◆ WHAT YOU WILL DO:
Within this listing, how many lines include the word "linecap"? Only the number should be given.

═════ STUDY MATERIAL ═════

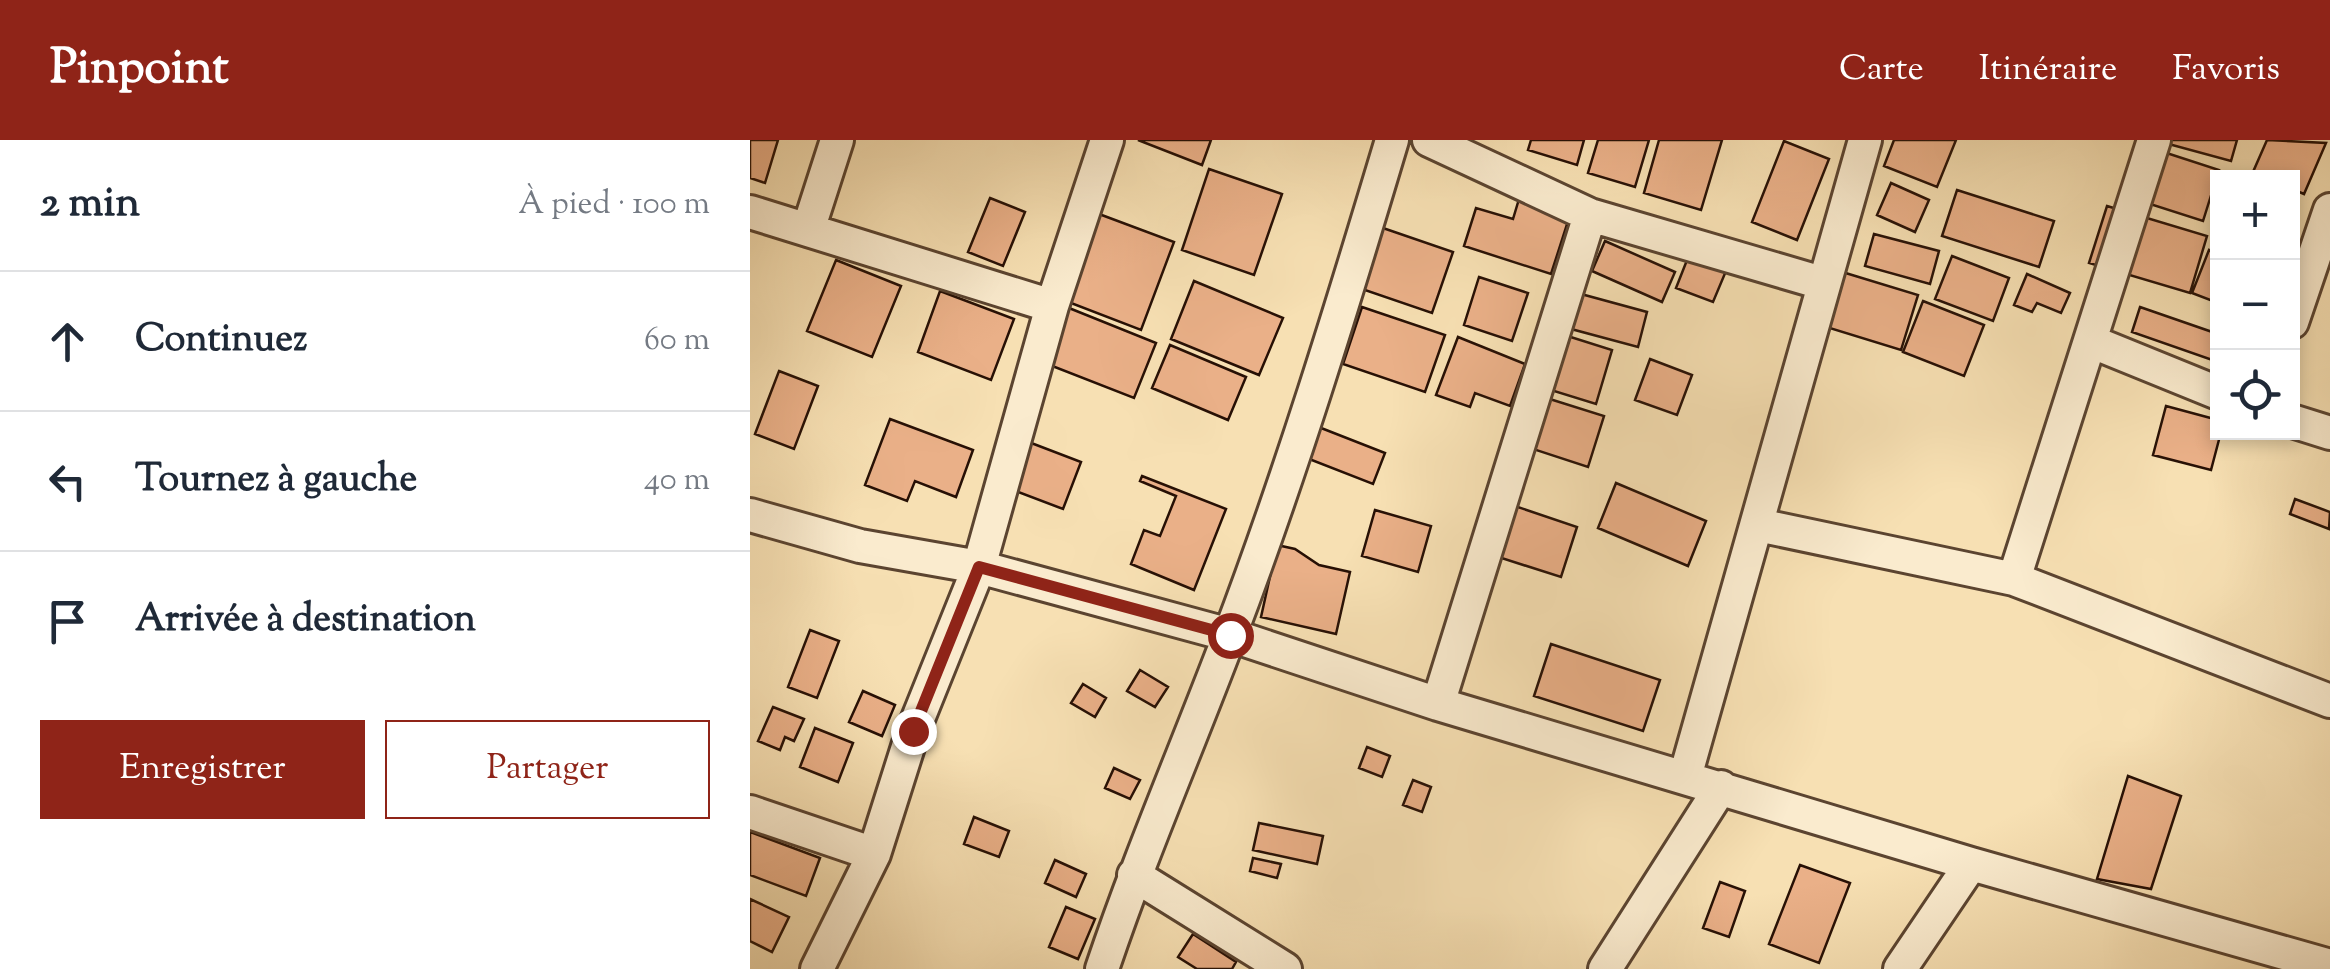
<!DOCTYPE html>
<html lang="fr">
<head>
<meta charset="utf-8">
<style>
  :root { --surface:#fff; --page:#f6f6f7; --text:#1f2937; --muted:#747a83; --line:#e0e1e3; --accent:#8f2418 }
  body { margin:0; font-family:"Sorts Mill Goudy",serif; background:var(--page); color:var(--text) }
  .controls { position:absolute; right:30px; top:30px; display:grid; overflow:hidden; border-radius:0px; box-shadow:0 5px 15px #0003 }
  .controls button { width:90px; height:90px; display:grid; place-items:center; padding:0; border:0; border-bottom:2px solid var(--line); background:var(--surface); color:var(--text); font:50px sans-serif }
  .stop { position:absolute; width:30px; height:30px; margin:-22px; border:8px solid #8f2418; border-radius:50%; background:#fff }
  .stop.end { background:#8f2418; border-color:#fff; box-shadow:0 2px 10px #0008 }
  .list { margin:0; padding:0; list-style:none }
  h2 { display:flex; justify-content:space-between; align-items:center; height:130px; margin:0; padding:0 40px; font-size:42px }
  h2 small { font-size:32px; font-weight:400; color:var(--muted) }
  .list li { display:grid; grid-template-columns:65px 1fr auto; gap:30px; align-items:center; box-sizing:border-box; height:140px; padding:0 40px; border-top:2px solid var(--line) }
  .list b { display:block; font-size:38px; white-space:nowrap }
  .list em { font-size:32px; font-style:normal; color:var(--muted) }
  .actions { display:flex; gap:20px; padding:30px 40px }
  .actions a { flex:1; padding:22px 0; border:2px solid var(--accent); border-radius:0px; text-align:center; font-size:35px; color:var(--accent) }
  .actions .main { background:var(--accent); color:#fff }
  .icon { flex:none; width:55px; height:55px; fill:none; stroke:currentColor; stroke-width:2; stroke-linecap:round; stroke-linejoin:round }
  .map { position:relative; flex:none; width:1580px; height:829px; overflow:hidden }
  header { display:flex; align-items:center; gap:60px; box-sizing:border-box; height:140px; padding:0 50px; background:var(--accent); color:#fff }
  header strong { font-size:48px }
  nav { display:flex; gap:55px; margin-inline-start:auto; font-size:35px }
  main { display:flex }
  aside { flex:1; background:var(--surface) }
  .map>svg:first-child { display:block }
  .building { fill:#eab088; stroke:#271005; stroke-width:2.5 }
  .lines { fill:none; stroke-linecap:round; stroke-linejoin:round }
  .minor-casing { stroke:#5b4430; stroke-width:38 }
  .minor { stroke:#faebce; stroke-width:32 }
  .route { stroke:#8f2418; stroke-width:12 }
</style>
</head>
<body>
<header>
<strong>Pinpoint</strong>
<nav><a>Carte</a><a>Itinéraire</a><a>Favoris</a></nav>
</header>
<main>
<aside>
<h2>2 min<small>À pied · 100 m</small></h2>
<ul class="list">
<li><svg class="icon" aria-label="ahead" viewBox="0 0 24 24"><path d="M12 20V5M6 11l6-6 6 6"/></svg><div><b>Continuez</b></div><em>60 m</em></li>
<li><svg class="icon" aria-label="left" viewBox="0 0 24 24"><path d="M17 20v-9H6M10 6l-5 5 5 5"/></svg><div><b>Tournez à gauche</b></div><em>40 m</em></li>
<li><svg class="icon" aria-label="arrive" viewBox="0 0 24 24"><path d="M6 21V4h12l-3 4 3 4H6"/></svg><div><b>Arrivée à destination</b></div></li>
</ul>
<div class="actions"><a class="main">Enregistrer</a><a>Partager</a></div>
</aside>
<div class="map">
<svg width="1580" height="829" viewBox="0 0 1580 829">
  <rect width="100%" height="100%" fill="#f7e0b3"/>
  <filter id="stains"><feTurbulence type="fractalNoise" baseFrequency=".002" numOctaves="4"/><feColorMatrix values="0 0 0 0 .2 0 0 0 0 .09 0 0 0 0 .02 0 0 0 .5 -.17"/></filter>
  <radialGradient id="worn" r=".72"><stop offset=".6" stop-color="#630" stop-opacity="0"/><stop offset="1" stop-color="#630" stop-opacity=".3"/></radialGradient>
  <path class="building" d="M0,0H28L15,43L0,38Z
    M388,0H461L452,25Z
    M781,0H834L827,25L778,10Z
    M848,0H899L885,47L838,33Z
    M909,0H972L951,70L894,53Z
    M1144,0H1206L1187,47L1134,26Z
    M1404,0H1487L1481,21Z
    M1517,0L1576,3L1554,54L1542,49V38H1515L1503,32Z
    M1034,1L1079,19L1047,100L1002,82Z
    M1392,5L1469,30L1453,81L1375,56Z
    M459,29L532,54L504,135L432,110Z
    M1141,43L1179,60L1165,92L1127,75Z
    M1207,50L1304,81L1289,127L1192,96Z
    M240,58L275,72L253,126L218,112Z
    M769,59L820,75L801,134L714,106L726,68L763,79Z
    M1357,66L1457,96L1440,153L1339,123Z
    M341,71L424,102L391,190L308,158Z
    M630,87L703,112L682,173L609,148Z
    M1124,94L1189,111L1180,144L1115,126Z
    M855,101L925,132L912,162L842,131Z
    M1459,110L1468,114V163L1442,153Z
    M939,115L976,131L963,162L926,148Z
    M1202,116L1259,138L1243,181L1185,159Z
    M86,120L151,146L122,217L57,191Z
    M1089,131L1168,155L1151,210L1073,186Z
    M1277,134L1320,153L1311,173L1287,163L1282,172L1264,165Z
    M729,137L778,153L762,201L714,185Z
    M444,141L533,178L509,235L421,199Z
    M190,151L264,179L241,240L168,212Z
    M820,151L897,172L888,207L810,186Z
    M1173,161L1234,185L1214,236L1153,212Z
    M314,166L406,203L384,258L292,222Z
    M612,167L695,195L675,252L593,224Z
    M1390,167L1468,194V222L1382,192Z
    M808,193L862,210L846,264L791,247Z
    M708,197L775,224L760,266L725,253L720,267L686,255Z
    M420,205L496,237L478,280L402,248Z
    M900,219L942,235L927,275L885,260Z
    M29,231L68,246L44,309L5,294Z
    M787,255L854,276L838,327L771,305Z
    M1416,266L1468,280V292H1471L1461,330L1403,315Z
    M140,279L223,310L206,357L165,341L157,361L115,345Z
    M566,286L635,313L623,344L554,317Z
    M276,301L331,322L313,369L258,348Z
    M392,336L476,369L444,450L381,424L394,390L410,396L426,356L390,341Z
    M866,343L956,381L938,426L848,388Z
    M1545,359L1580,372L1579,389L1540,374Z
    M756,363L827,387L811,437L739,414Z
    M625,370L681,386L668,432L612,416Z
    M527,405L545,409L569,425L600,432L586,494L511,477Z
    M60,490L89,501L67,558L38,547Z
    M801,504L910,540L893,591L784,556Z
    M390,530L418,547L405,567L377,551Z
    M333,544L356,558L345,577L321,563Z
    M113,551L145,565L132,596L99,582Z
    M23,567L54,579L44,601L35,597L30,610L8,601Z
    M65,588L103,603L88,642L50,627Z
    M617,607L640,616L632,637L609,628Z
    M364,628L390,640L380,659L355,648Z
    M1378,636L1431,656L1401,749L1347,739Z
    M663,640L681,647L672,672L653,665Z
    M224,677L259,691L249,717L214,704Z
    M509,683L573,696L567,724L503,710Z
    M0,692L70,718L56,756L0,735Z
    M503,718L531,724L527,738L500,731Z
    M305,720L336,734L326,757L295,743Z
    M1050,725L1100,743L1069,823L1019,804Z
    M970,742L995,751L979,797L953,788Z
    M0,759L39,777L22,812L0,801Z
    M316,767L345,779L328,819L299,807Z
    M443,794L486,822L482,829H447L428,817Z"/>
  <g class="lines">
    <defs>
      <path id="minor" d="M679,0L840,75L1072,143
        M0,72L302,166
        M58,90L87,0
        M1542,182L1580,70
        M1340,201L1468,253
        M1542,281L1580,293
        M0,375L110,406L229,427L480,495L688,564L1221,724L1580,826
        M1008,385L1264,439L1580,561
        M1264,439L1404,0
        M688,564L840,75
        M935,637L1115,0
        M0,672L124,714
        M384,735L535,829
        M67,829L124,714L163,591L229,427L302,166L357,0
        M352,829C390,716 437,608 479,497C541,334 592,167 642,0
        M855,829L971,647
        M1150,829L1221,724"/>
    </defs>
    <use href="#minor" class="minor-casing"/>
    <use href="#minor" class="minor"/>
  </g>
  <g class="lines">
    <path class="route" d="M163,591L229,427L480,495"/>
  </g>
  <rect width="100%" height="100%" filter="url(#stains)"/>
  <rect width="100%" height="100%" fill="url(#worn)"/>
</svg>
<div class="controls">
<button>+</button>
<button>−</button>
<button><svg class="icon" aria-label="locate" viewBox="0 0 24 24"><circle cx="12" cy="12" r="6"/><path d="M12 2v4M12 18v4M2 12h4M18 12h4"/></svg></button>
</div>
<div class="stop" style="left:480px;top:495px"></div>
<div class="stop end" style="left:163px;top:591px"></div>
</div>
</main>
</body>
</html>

═════

◆ SOLUTION FOR THIS PROBLEM:
2